Spaceflight Now: Breaking News

Optical scientist develops window for space station
AEROSPACE CORP. NEWS RELEASE
Posted: August 20, 2000

  Window
Dr. Karen Scott of The Aerospace Corporation, Astronaut Mario Runco, and Dr. Dean Eppler of SAIC, look through the space station's optical research window, a product of their work. Photo: NASA/JSC
 
The first astronaut to view Earth from the International Space Station will be looking through a glass porthole developed by Dr. Karen Scott of The Aerospace Corporation's Space Architecture Department, Houston.

From the U.S. laboratory module element of the space station, the 20-inch-diameter window will provide a view of more than 75 percent of Earth's surface, containing 95 percent of the world's population.

Astronauts will conduct long-term global monitoring of Earth with remote-sensing experiments and with photographs taken through the highest quality optical window ever installed in a crewed spacecraft.

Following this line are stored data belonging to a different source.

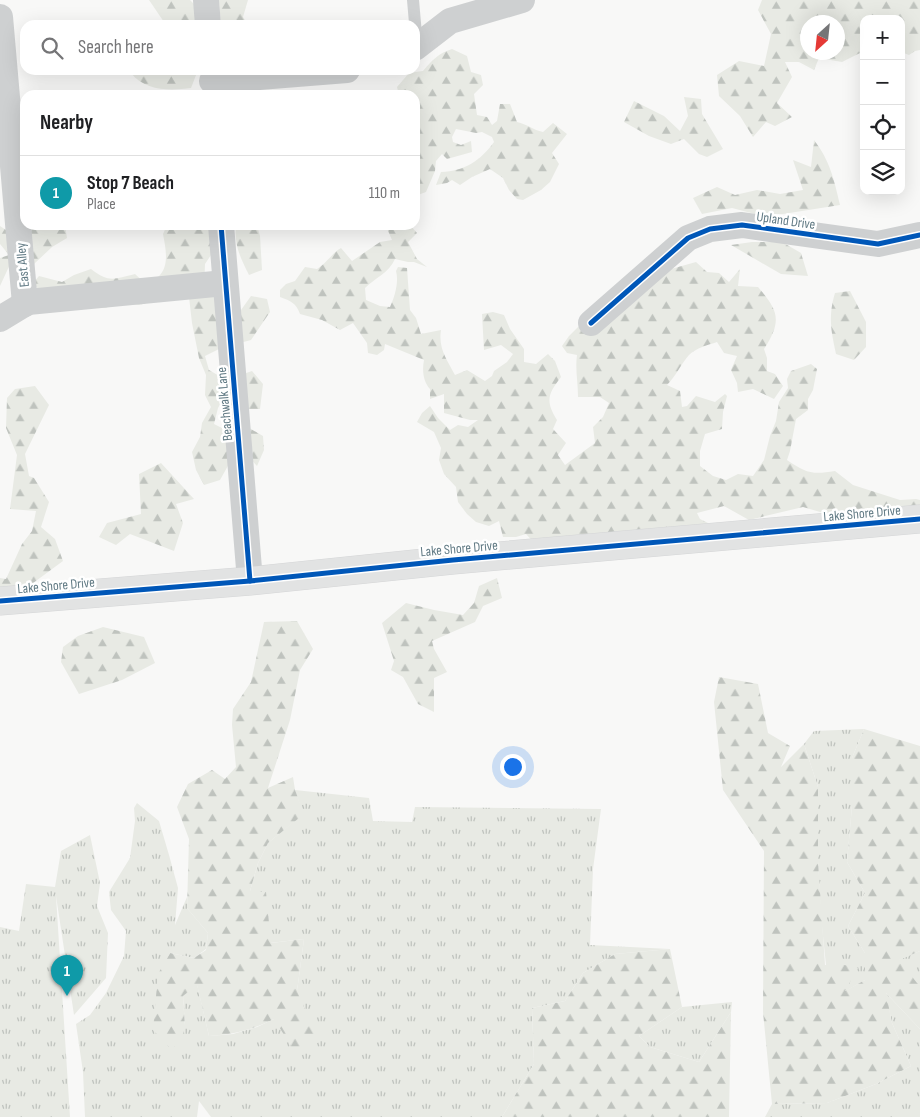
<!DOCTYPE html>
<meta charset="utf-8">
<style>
body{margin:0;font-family:"Sofia Sans Condensed",sans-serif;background:#f2f2f2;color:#202124}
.controls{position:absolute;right:15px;top:15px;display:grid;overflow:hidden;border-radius:10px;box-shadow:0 5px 20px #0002}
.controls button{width:45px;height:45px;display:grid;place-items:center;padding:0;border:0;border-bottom:1px solid #e0e0e0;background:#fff;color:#202124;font:25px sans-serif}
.compass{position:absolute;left:800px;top:15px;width:45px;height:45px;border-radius:50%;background:#fff;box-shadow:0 5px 20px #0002;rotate:207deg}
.you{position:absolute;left:512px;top:766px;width:18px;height:18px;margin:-12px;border:4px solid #fff;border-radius:50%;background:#1a73e8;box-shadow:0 0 0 8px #1a73e833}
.badge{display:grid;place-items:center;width:32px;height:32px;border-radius:50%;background:#111827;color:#fff;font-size:16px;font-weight:700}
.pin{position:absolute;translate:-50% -41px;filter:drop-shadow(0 1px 2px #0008)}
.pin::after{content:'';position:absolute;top:26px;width:18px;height:15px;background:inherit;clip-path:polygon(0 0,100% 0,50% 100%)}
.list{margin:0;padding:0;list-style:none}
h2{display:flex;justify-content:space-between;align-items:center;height:65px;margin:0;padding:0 20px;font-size:21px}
h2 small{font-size:16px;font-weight:400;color:#757577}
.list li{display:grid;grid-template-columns:32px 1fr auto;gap:15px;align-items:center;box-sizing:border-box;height:75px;padding:0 20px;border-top:1px solid #e0e0e0}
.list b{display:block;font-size:19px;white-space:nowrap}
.list p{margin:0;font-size:16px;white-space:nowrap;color:#757577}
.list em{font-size:16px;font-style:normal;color:#757577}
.icon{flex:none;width:28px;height:28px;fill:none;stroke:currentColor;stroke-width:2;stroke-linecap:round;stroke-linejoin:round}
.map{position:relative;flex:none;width:920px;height:1117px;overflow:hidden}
.search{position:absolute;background:#fff;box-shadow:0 5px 20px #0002;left:20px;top:20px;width:400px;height:55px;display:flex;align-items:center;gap:12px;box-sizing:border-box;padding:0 18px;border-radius:15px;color:#757577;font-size:19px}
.panel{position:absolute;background:#fff;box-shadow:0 5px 20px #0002;left:20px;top:90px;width:400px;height:140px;border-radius:15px}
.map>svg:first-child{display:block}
</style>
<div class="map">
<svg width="920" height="1117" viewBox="0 0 920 1117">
<defs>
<pattern id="grass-tufts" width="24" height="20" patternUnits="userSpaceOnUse" patternTransform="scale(1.25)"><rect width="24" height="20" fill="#e8eae4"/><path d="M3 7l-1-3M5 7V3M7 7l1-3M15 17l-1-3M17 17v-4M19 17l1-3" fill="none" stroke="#bfc3be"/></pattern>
<pattern id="forest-firs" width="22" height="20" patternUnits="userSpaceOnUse" patternTransform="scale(1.25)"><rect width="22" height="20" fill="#e8eae4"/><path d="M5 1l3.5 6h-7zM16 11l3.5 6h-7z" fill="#bfc3be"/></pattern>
</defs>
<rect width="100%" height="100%" fill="#f8f8f7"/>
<g fill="url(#grass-tufts)">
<path d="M864,729L852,758V806L847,862L865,893L848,926L865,953V980L844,992L845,965H826L821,917L818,861V787L804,744L814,731Z"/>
<path d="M295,790L369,798L373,821L412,822L415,807L601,809L593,869L590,945L670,949L615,954L583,973L565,1001L532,1008L534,1064L502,1117H211L199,1101L197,1117H85L83,1072L76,1024L90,1015L106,993L124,956L126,931L111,910L109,892L130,858L135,821L134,808L137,803L159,821L169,855L178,888L175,925L187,897V908L208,933L206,949L194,958L170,953L185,1027L183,996L197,984L209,1036L233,1034L257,1027L274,1019L297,991L304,939L270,943L268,914L250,891L258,863L268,843L303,814Z"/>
<path d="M90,835L100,883L97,906L108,933L106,978L74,1015L56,896L70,1117H0V927L19,931L26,884L55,887L61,851Z"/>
<path d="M920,951V985L917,984L898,960Z"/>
<path d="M885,992L920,1029V1117H765L772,1104L827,1103L876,1084L911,1066L892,1023Z"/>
<path d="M732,1002L731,1012L699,1062L650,1047L639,1036L682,1007Z"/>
</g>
<g fill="url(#forest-firs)" fill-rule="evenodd">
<path d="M149,0H190L201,11L195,25H163L164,22Z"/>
<path d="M219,0H248L243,17L248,25H221Z"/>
<path d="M762,0H920V50L915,51L909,55L901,52V19H864V51L842,62L819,58L814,70L799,62H785L792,77L777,103L792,117L775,126L766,122L753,137L740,116L719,96L717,75L739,61L764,66L771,34L758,10ZM808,22H838V52H808Z"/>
<path d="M452,49L467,56L471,72L481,75L483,85L474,94L477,115L487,117L492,125L497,121L500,104H510L517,122C527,124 533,130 543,132L553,123L567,134L552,153L559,164L550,182L541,190L523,200L517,199L509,190L503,178L490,169L472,177L460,185L452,180L447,183L436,185L441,172C465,171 480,161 494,142L492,137L482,132L476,133L456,129L452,137L453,142L461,145L471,141L472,152L447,159L442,154L436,161L435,171L426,192L415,196V95H399L397,87L409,73L423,71C432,60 439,53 452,49Z"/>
<path d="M131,70H198L191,88C170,91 145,91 131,73Z"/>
<path d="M684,97L701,99L702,114L723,149L707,157L699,154L684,139L671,144L649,136L624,122L634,101L664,116L680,131L688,116Z"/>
<path d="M814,140C830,161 834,179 840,205L783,214H755L732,208L702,214L693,198L717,187L735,195L757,190L780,194L803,190L793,160L811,167Z"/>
<path d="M26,225H65L67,238L52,247L34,264L12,260L0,286V258L9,255L0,244V226L6,230Z"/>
<path d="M167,225H210L213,252L205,264L204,291L241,310L251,296L267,299L270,312L251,340L221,348L205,356L209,370L226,380L252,371L263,384L260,409H248L227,392L218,408L214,424L228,431L249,428L263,436L264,450L257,466L249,457L234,455L220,480L204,485L196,470L192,452L200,437L202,423L211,407L205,395L206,375L199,358L192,323L189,297L158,300L139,305L117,302L106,308H89L42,294L33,283L39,276L62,282L74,275L91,269C109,283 114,279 135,274L146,284C171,275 167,255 163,234Z"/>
<path d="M236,225H257L260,236L262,270L249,275C240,257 234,245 236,225Z"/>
<path d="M384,225H410L417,233L408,242L417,259L427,267L414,262H408L395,259C389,273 375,278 365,288L366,300L380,306L390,307C395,296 399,282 396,271L398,267L407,268L410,310L416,318L421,334L441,330C438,348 447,360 455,375L467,370L485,381L492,376L494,371L507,362L513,354L501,345L484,350L482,314L493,312L504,315L510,329L524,349V362L536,364L548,354L555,361L561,377C548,394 545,401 557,420L553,429L566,443L558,455L565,465L595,443L593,427L603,417L609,403L600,397H578C578,382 575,369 577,355L567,353L562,346L569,336L584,321L671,269L696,262L707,272L719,273L729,282L740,269L738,286L758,287C779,311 782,321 764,349L767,358V371L775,374L783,386L774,399L753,389L738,392L737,383L731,370L737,356L724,353L717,342C708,345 696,348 689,355C681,364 676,376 667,385L680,391L682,407L687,406L696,396L715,402L725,394L727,396L723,412L722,429L705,434L700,451V466L713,476L726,480L738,474L753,476L764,460L770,436L776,421L779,402L788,388L787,379L791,371L811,364L817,369L813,390L808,399V410L796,419L790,451L787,460C806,473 812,475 835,471L853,485L900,500L916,499L920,500V510L903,506L827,514L803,507L749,520L724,506L697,513L700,519L714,526L577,544L561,536L551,539L537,546L526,534L516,537H503L499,521L489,526L476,522L467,514L458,502L456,487L444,474L439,460L441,448L434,432L417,422L422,413L430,406L438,418L450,430L458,425L468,427L478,420H470L444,413V394L430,399V389C423,381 422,370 424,360L385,344L384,350L377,355L368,353L367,343L353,323L340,330L322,320L300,314C296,303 291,301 280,297V290L286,284L295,281L305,267L317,269C327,263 331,254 341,248L352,261L380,242L392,240L386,226Z"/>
<path d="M752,242H782L801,253L808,276L781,274L731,245Z"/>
<path d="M850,291L866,322V347L854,360L836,354C831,331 828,316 835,293Z"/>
<path d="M35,386L49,405L25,454L29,476L34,478L49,502L41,527L55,539L63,561L25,589L0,587V578L6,579L22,544L32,531L36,511L10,509L17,455L6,428L7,398L15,389Z"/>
<path d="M161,463L194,499L176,504L183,523L174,551L130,534L116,545L99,537L107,523L141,514L139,474Z"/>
<path d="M497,578L502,598L483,606L475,622L432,641L434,649L447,672L434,678V712L418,704L403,677L391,670L394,661L382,623L406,603L434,610L463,615L474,603L479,586Z"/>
<path d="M297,621L313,649L300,670L290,720L268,788L293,777L295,790L304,814L268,843L258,863L250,891L266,892L271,943L304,939L297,991L319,1042L297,1055L274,1019C251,1030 235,1034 209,1036L197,985L183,996L185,1027L181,1042L171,1049L153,1030L158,974L170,953L194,958L206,950L208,933L187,908L189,839L177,807L188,784L212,770L225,779L236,767L232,725L233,709L251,682L264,622Z"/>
<path d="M103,627L144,637L155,663L122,680L79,694L61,662L63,647L78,636Z"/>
<path d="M719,677L758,684L768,733L790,746L781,767L804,744L818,787V861L825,965H845L858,968L845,991L865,980V953L848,926L865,893L847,862L852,806V758L864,729L920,746V951L899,960L917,983L920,985V1029L886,993L892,1023L911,1066L876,1084L827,1103L772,1104L763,1012L764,851L723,790L714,702Z"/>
<path d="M670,949L682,1007L639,1036L650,1047L699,1062L731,1012L729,1117H502L534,1064L532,1008L565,1001L583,973L615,954Z"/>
</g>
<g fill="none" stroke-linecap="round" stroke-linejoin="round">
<defs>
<path id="secondary" d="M0,601L250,581L453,560L920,519"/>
</defs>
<use href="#secondary" stroke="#d5d6d7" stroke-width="29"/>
<path stroke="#ced0d1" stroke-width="12" d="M413,0L417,46"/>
<g stroke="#ced0d1" stroke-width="26">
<path d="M206,0L208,25"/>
<path d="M0,17L25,304"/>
<path d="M415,48L450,21L522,0"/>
<path d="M212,81L347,70"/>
<path d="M221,225L250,581"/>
<path d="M0,319L28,302L225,283"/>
<path d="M591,323L688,238L710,229L742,225L878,244L920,235"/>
</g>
<use href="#secondary" stroke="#e2e3e3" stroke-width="28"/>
<defs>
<g id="cycleway">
<path d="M221,225L250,581"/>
<path d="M591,323L688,238L710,229L742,225L878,244L920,235"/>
<path d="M0,601L250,581L453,560L920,519"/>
</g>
</defs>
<use href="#cycleway" stroke="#fff" stroke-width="8"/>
<use href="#cycleway" stroke="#0057b8" stroke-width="5"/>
</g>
<g text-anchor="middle" stroke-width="5" stroke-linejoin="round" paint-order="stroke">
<g font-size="14" fill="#617a84" stroke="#fff">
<text transform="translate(786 220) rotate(8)" y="5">Upland Drive</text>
<text transform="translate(22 265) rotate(-95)" y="5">East Alley</text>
<text transform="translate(224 404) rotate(-95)" y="5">Beachwalk Lane</text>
<text transform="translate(862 513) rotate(-5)" y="5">Lake Shore Drive</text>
<text transform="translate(459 548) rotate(-5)" y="5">Lake Shore Drive</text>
<text transform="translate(56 585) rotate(-5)" y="5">Lake Shore Drive</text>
</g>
</g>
</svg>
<div class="controls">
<button>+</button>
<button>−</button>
<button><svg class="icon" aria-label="locate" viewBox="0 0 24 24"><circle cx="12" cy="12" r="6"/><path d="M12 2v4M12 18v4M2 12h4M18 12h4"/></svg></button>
<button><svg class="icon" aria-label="layers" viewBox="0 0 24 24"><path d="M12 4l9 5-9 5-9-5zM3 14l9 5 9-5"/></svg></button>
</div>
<svg class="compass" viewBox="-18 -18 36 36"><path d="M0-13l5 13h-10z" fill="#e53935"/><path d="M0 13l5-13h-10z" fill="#757577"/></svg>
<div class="you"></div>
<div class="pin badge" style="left:67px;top:996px;background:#0f9aa8">1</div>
<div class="search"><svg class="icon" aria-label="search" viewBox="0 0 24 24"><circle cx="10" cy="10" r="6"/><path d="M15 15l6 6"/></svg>Search here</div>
<section class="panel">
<h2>Nearby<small></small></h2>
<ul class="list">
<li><span class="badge" style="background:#0f9aa8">1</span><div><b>Stop 7 Beach</b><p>Place</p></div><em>110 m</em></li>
</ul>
</section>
</div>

Scott has been the primary optical scientist for developing the window. She wrote the optical requirements, performed analyses, and conducted additional optical testing of the general-quality laboratory windows, informing management of the need for an upgrade.

Original plans did not call for optical glass to be used for the Earth-oriented nadir window. General viewing glass, basically shuttle glass derived from X-15 aircraft window requirements and designed primarily to support pilots in landing the shuttle, was to be used. The glass, however, wouldn't support viewing with high-resolution telescopes or allow operation of precision remote-sensing instruments.

Scott's upgrade of a four-piece window, now consisting of a thin exterior "debris" pane, primary and secondary pressure panes, and an interior "scratch" pane, was approved.

A calibration test was needed to give researchers the necessary information to correct their data for the effects of the window glass on incoming light, and to determine what corrections would be required to carry out spectral remote-sensing research from the nadir window.

Scott led a 30-member team from Johnson and Kennedy Space Centers, Marshall Space Flight Center and the University of Arizona Remote Sensing Group, which used $500,000 in optical instrumentation to make calibration measurements on the science window before installing it in the lab module.

After a week of 12-hour test days, the lab window was determined to have the characteristics that would allow it to support a wide variety of research applications, including coral reef monitoring, the development of new remote-sensing instruments, and monitoring of Earth's upper atmosphere.

Scott's efforts in completing the test on a tight schedule brought her a Johnson Space Center group achievement award.

The Aerospace Corporation presented a group achievement award to Scott, a nationally recognized authority on optical windows in space, in 1991 for her work in improving optical observations for human spaceflight systems.